For a start, we note the important points:
- For large files, disk caching does not work, you should not rely on it.
- The request processing time consists mainly of disk read times, everything else is relatively short.
- For randomly distributed queries, no caching works, if the index is arranged as a B-tree, you should not rely on the page cache and spend extra memory on it.
- For spatially close requests, a small (several dozen pages) cache is sufficient.
So, let's try to understand how the data is arranged.
- The global extent is 2 ** 26 X 2 ** 27 or 180X360 degrees.
- 180 degrees is 180 * 60 * 60 = 648,000 arc seconds.
- 1 << 26 = 67,108,864. This means that one angular second is ~ 100 counts.
- One object accounts for an average of 1600 = (2 * 648000 * 648000/500000000) square arc seconds ~ (40X40).
- Or 40 * 100 = 4000 counts.
- ~ 1000 objects are placed on the B-tree page.
- If we wanted to make the tree page commensurate with the cascade Igloo block, we would make this block of 4000 * sqrt (1000) => ~ 1 << 17
- That's the magic number 17.
- So, the average page has an extent of (40 * 32) ~ 1200X1200 arc-seconds.

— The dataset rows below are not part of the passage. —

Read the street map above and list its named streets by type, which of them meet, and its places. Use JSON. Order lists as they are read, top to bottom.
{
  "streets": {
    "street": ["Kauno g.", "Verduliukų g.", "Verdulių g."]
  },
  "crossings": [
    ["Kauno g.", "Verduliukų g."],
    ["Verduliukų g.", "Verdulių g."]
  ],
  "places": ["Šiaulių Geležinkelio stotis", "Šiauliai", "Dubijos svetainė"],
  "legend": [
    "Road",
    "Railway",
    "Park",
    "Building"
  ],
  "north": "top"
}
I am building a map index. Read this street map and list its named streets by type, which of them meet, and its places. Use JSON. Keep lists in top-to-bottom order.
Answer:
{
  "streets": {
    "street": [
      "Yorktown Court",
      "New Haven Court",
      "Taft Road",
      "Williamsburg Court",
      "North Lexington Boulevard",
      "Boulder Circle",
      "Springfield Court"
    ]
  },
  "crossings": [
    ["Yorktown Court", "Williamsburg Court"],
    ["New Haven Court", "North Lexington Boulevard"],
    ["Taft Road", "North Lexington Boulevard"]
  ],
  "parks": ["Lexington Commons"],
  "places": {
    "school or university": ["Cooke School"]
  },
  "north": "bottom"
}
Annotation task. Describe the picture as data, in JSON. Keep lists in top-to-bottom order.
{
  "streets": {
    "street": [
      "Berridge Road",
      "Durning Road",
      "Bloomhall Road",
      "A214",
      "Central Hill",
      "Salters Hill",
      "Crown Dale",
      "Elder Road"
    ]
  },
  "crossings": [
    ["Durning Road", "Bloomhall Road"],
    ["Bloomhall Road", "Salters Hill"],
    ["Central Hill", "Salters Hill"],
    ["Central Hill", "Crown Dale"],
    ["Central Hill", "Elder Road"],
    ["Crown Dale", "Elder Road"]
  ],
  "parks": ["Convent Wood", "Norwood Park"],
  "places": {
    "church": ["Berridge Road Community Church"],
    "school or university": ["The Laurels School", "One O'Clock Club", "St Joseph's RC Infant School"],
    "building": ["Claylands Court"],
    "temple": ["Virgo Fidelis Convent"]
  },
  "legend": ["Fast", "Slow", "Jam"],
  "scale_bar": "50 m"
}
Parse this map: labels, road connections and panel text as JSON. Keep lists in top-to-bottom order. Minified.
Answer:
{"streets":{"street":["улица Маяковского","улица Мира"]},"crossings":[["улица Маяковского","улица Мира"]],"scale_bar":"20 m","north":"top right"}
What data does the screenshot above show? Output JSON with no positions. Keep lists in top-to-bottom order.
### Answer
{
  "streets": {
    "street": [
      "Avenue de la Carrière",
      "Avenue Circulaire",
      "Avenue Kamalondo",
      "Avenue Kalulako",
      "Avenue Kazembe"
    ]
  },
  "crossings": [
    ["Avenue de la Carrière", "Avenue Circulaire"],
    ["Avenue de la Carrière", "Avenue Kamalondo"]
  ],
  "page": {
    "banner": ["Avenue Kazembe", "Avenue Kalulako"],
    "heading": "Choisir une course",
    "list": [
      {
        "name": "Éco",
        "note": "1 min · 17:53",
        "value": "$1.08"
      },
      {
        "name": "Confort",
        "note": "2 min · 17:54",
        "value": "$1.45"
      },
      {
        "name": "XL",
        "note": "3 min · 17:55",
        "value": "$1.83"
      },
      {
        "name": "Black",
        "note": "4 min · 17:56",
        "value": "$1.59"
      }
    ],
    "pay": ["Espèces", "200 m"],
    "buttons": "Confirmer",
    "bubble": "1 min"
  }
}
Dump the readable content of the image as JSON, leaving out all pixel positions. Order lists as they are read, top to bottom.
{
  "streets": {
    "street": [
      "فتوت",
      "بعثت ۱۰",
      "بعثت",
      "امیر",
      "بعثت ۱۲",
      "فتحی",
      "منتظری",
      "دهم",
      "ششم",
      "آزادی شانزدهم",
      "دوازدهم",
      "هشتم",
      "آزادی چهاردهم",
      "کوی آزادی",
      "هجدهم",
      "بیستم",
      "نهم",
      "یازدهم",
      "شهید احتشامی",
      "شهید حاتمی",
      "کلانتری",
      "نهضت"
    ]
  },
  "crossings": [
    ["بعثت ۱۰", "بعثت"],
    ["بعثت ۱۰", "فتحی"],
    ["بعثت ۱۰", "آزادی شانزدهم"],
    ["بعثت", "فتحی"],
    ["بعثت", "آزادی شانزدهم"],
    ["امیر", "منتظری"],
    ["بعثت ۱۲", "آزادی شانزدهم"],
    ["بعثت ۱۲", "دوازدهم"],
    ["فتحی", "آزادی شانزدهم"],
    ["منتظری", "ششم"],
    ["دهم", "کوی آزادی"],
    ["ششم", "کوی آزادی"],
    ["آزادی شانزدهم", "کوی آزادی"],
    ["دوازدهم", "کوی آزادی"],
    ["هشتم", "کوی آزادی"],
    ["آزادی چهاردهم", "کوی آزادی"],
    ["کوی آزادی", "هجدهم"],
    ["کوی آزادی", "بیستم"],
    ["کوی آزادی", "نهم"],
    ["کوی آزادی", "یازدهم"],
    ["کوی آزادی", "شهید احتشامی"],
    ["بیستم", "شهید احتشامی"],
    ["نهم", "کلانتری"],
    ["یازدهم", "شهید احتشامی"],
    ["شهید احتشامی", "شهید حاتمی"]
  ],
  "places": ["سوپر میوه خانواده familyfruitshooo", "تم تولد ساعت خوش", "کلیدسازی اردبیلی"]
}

- In the data, such a page is physically most likely located on two adjacent blocks of a cascade Igloo.
- Therefore, search queries of up to 600x600 angular seconds are likely to require only one reading of a leaf page.
- Given that the 4-level index tree and the upper two levels are effectively cached, an average query of this size requires two physical reads from the disk.
- What was required to explain.
So how is the search done?
- we cut the search extent into pieces according to the block index device.
- each extent portion corresponds to one index block and is processed independently.
- inside the block we find the boundaries of the search range
- subtract the entire range, filtering everything that falls outside the search extent.
Even a little offensive, how simple it is.
Results
- Even the largest atlas of spatial objects known to us (~ 3,000,000,000 pieces) can be indexed in time, measured in hours.
- The amount of disk memory required to store such an index is measured in dozens (~ 30) gigabytes and is almost linear in the number of objects.
- The amount of RAM required for the search is very small (units of Mb), the index can be used, including in embedded systems
- For a spatial search along a small extent (the dimensions of which are comparable with the average distance between objects), the search time thus approaches the time of 2-3 disk operations, i.e. practically to the physical limit
- For relatively large queries, the search time depends more on the number of objects in the sample.
- In any case, the time remains predictable, which allows the use of this index, including in real-time systems
PS
The work described was carried out in 2004 in collaboration with Alexander Artyushin from the wonderful company
DataEast . At that time, the author himself was an employee of this company and, yes, the publication is carried out with their consent, thanks to Evgeny Moiseyev
emoiseev .
Iron in those days was not like the present, but the fundamental moments have not changed.